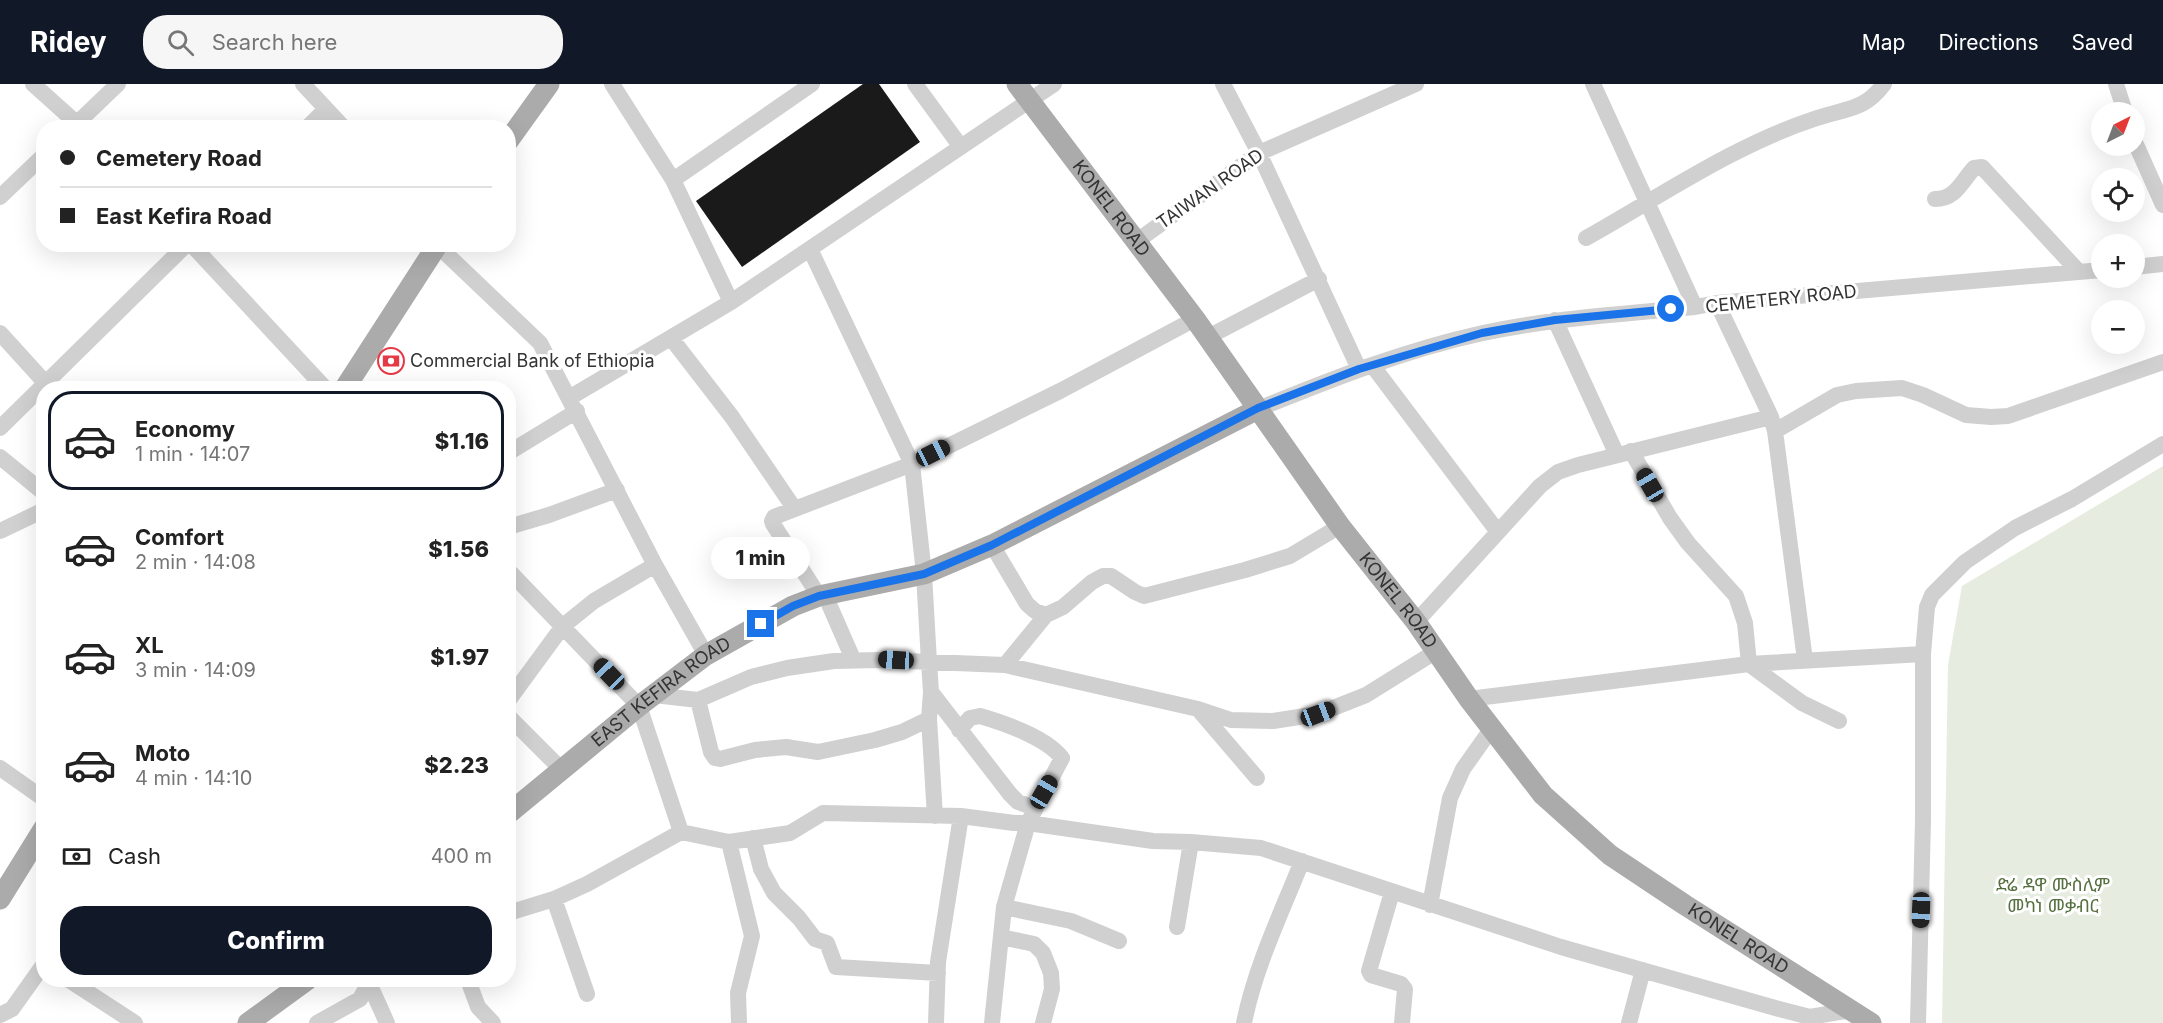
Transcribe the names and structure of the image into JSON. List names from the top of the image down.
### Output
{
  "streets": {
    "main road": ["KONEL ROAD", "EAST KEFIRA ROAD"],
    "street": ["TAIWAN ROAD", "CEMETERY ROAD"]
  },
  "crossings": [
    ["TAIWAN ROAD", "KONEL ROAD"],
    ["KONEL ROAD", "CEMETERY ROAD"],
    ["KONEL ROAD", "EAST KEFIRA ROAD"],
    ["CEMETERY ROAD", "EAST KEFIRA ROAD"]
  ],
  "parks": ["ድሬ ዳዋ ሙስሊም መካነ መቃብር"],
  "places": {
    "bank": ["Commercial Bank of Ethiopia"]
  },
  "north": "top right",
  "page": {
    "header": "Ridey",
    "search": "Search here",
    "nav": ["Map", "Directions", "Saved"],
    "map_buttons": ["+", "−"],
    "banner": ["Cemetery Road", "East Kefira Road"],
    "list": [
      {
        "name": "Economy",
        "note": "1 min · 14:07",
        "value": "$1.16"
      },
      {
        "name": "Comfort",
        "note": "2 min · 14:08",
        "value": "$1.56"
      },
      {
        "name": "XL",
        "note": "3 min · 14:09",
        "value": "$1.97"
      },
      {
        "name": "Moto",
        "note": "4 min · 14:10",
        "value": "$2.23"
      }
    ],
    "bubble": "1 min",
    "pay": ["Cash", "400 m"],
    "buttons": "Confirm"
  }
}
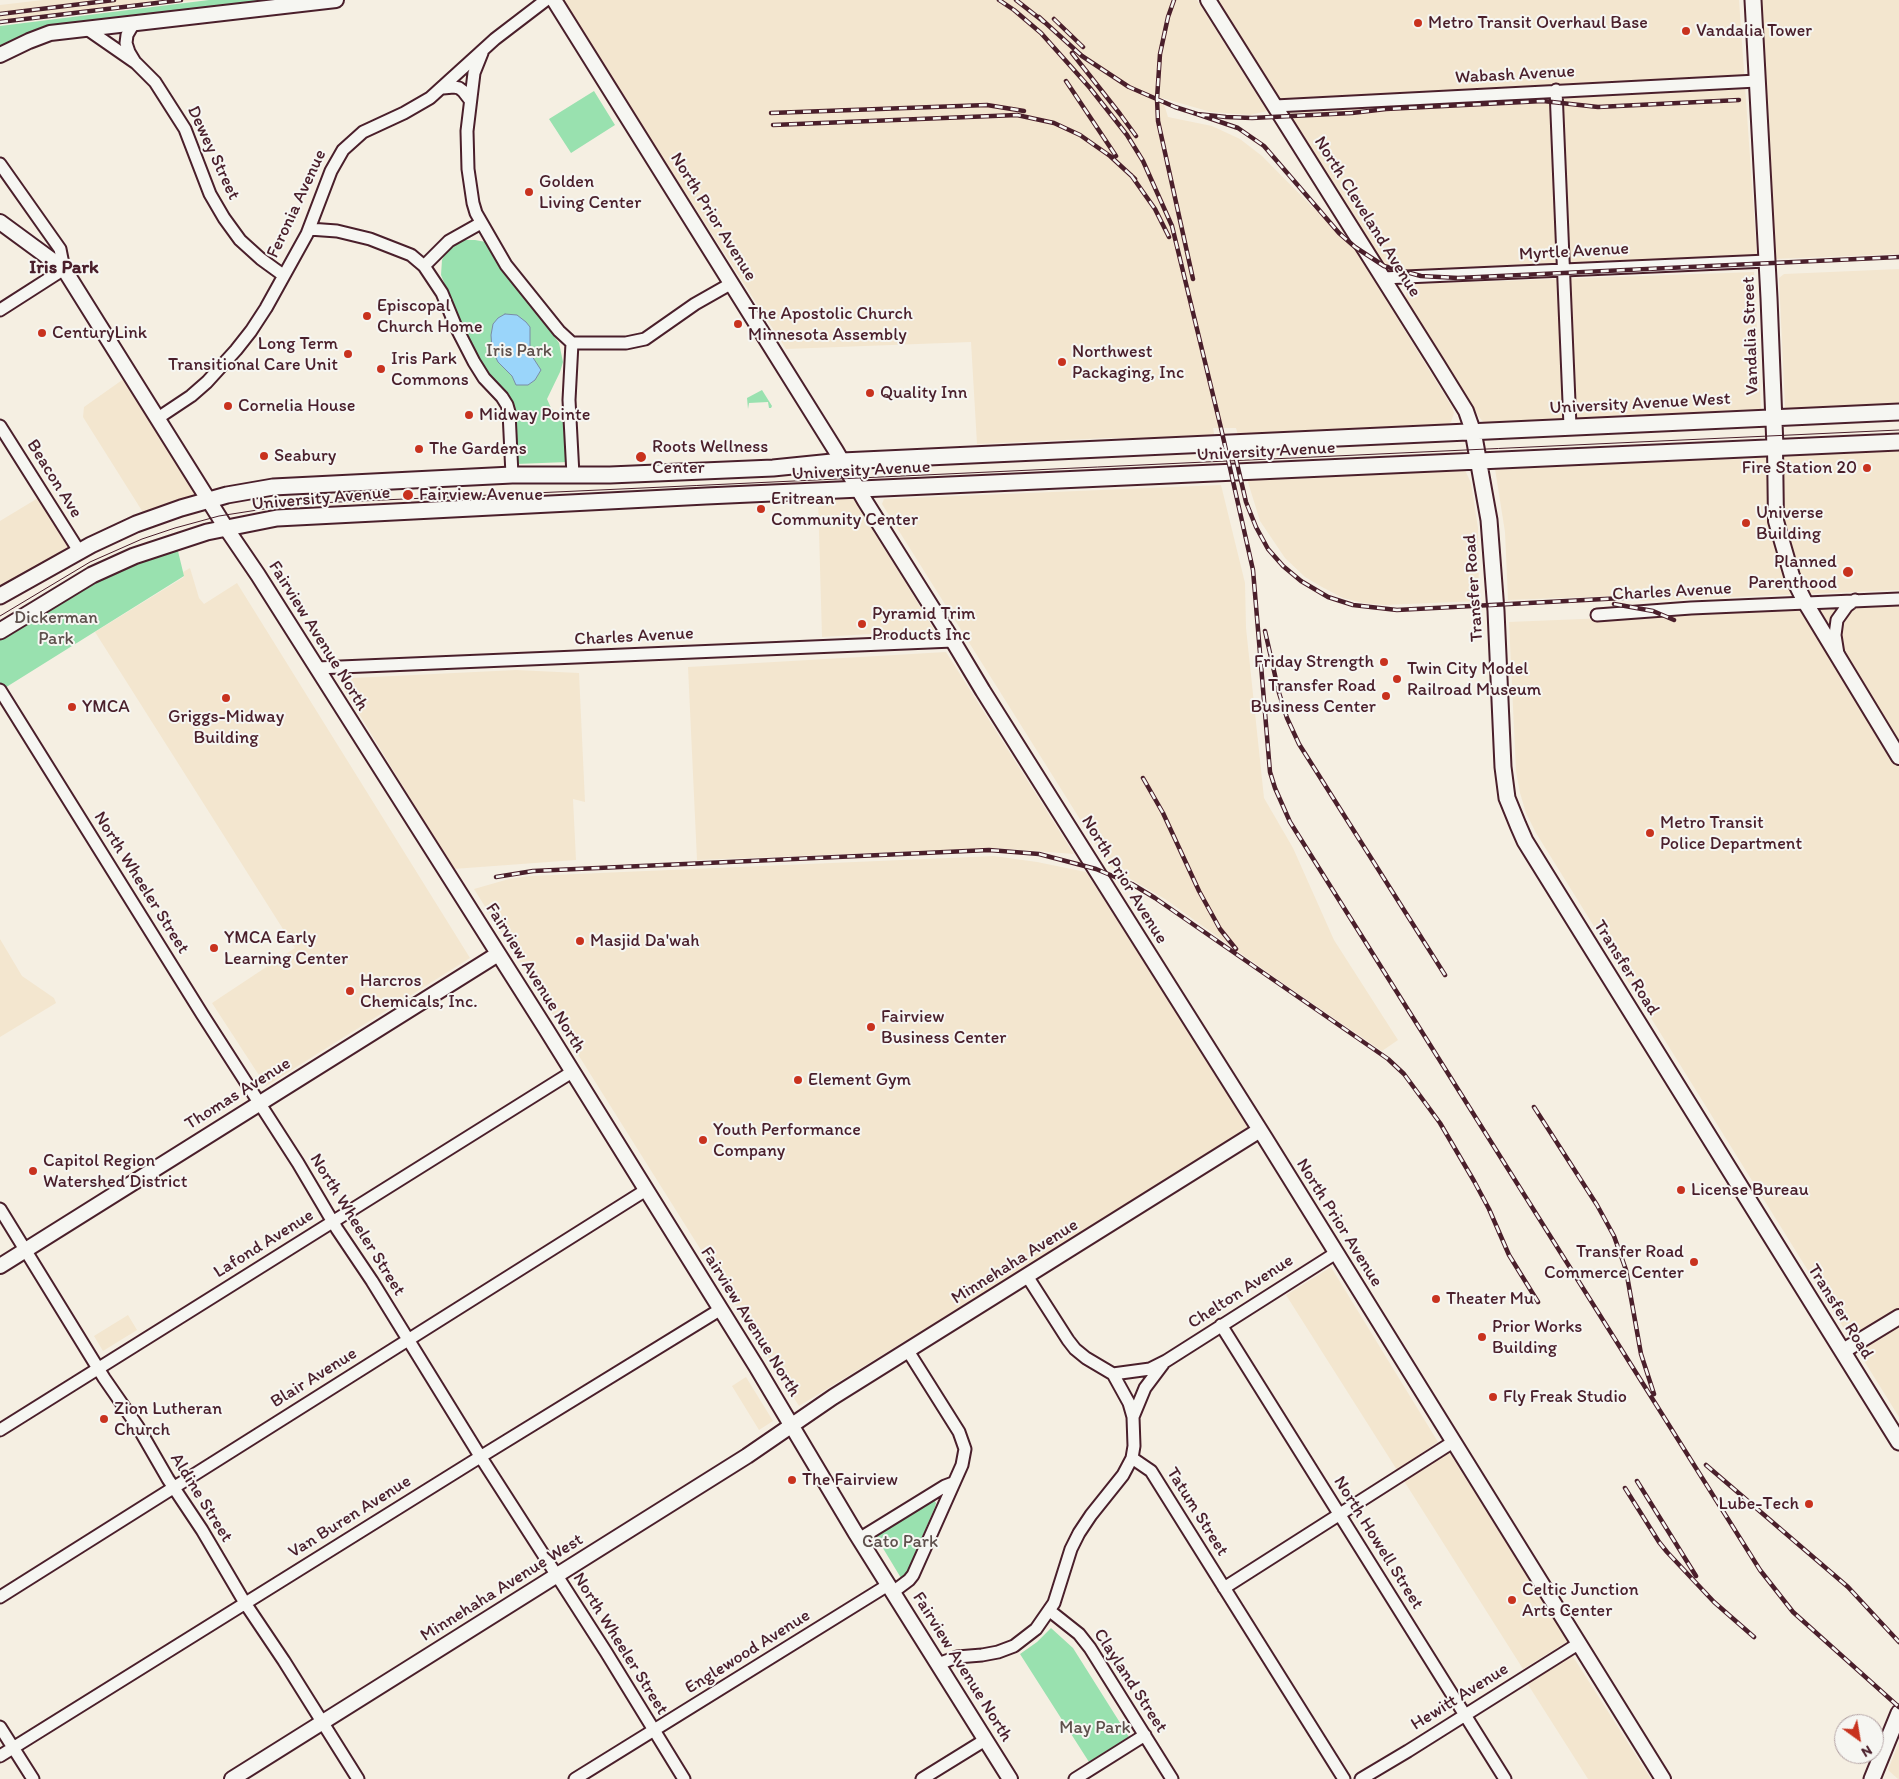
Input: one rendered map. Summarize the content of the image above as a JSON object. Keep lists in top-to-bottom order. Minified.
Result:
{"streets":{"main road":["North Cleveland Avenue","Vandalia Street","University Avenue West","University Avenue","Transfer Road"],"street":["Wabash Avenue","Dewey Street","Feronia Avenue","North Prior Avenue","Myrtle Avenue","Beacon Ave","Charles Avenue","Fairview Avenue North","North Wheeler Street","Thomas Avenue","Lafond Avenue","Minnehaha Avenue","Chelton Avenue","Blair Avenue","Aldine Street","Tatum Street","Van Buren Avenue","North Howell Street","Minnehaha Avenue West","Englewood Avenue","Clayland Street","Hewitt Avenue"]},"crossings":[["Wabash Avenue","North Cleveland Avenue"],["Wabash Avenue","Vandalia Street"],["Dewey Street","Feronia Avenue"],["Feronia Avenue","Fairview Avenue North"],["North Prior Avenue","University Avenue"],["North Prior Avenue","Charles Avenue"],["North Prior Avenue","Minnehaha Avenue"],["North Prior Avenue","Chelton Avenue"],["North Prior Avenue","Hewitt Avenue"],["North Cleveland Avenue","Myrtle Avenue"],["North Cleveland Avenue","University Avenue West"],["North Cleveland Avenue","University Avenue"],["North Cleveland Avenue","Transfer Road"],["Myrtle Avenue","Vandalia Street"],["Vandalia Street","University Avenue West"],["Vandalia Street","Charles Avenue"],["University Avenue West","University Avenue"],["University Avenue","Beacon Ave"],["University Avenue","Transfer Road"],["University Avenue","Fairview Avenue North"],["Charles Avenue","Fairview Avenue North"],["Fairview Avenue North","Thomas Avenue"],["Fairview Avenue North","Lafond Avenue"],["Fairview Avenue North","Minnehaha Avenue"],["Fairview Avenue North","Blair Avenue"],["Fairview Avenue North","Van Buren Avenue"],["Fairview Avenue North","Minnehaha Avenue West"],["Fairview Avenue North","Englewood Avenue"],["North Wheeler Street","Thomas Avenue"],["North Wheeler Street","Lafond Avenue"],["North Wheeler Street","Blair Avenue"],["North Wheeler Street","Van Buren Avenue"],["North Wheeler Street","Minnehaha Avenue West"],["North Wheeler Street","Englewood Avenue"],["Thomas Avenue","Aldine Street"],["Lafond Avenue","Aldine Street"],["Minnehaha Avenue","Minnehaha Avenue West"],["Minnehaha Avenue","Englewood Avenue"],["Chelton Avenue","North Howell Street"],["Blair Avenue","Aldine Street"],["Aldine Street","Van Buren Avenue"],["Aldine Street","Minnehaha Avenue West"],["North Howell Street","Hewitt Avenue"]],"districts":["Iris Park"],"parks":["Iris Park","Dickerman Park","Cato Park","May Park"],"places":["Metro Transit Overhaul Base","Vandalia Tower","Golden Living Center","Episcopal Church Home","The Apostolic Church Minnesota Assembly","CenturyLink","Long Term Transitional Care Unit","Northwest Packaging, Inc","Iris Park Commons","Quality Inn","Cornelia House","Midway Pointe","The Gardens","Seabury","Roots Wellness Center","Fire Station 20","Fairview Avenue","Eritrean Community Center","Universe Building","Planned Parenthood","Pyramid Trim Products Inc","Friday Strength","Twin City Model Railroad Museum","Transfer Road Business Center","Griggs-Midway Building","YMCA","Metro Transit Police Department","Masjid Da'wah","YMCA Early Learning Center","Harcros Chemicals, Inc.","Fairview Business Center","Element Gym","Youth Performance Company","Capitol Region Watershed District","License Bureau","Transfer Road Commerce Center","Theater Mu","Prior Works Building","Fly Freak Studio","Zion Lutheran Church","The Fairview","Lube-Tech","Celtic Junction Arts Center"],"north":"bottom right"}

• _Problem_: In your copy of the material, match every word exactly and include no pictures.

• _The answer_:
Transcribe the names and structure of the image into JSON. List names from the top of the image down.
### Output
{
  "streets": {
    "main road": ["KONEL ROAD", "EAST KEFIRA ROAD"],
    "street": ["TAIWAN ROAD", "CEMETERY ROAD"]
  },
  "crossings": [
    ["TAIWAN ROAD", "KONEL ROAD"],
    ["KONEL ROAD", "CEMETERY ROAD"],
    ["KONEL ROAD", "EAST KEFIRA ROAD"],
    ["CEMETERY ROAD", "EAST KEFIRA ROAD"]
  ],
  "parks": ["ድሬ ዳዋ ሙስሊም መካነ መቃብር"],
  "places": {
    "bank": ["Commercial Bank of Ethiopia"]
  },
  "north": "top right",
  "page": {
    "header": "Ridey",
    "search": "Search here",
    "nav": ["Map", "Directions", "Saved"],
    "map_buttons": ["+", "−"],
    "banner": ["Cemetery Road", "East Kefira Road"],
    "list": [
      {
        "name": "Economy",
        "note": "1 min · 14:07",
        "value": "$1.16"
      },
      {
        "name": "Comfort",
        "note": "2 min · 14:08",
        "value": "$1.56"
      },
      {
        "name": "XL",
        "note": "3 min · 14:09",
        "value": "$1.97"
      },
      {
        "name": "Moto",
        "note": "4 min · 14:10",
        "value": "$2.23"
      }
    ],
    "bubble": "1 min",
    "pay": ["Cash", "400 m"],
    "buttons": "Confirm"
  }
}
Input: one rendered map. Summarize the content of the image above as a JSON object. Keep lists in top-to-bottom order. Minified.
Result:
{"streets":{"main road":["North Cleveland Avenue","Vandalia Street","University Avenue West","University Avenue","Transfer Road"],"street":["Wabash Avenue","Dewey Street","Feronia Avenue","North Prior Avenue","Myrtle Avenue","Beacon Ave","Charles Avenue","Fairview Avenue North","North Wheeler Street","Thomas Avenue","Lafond Avenue","Minnehaha Avenue","Chelton Avenue","Blair Avenue","Aldine Street","Tatum Street","Van Buren Avenue","North Howell Street","Minnehaha Avenue West","Englewood Avenue","Clayland Street","Hewitt Avenue"]},"crossings":[["Wabash Avenue","North Cleveland Avenue"],["Wabash Avenue","Vandalia Street"],["Dewey Street","Feronia Avenue"],["Feronia Avenue","Fairview Avenue North"],["North Prior Avenue","University Avenue"],["North Prior Avenue","Charles Avenue"],["North Prior Avenue","Minnehaha Avenue"],["North Prior Avenue","Chelton Avenue"],["North Prior Avenue","Hewitt Avenue"],["North Cleveland Avenue","Myrtle Avenue"],["North Cleveland Avenue","University Avenue West"],["North Cleveland Avenue","University Avenue"],["North Cleveland Avenue","Transfer Road"],["Myrtle Avenue","Vandalia Street"],["Vandalia Street","University Avenue West"],["Vandalia Street","Charles Avenue"],["University Avenue West","University Avenue"],["University Avenue","Beacon Ave"],["University Avenue","Transfer Road"],["University Avenue","Fairview Avenue North"],["Charles Avenue","Fairview Avenue North"],["Fairview Avenue North","Thomas Avenue"],["Fairview Avenue North","Lafond Avenue"],["Fairview Avenue North","Minnehaha Avenue"],["Fairview Avenue North","Blair Avenue"],["Fairview Avenue North","Van Buren Avenue"],["Fairview Avenue North","Minnehaha Avenue West"],["Fairview Avenue North","Englewood Avenue"],["North Wheeler Street","Thomas Avenue"],["North Wheeler Street","Lafond Avenue"],["North Wheeler Street","Blair Avenue"],["North Wheeler Street","Van Buren Avenue"],["North Wheeler Street","Minnehaha Avenue West"],["North Wheeler Street","Englewood Avenue"],["Thomas Avenue","Aldine Street"],["Lafond Avenue","Aldine Street"],["Minnehaha Avenue","Minnehaha Avenue West"],["Minnehaha Avenue","Englewood Avenue"],["Chelton Avenue","North Howell Street"],["Blair Avenue","Aldine Street"],["Aldine Street","Van Buren Avenue"],["Aldine Street","Minnehaha Avenue West"],["North Howell Street","Hewitt Avenue"]],"districts":["Iris Park"],"parks":["Iris Park","Dickerman Park","Cato Park","May Park"],"places":["Metro Transit Overhaul Base","Vandalia Tower","Golden Living Center","Episcopal Church Home","The Apostolic Church Minnesota Assembly","CenturyLink","Long Term Transitional Care Unit","Northwest Packaging, Inc","Iris Park Commons","Quality Inn","Cornelia House","Midway Pointe","The Gardens","Seabury","Roots Wellness Center","Fire Station 20","Fairview Avenue","Eritrean Community Center","Universe Building","Planned Parenthood","Pyramid Trim Products Inc","Friday Strength","Twin City Model Railroad Museum","Transfer Road Business Center","Griggs-Midway Building","YMCA","Metro Transit Police Department","Masjid Da'wah","YMCA Early Learning Center","Harcros Chemicals, Inc.","Fairview Business Center","Element Gym","Youth Performance Company","Capitol Region Watershed District","License Bureau","Transfer Road Commerce Center","Theater Mu","Prior Works Building","Fly Freak Studio","Zion Lutheran Church","The Fairview","Lube-Tech","Celtic Junction Arts Center"],"north":"bottom right"}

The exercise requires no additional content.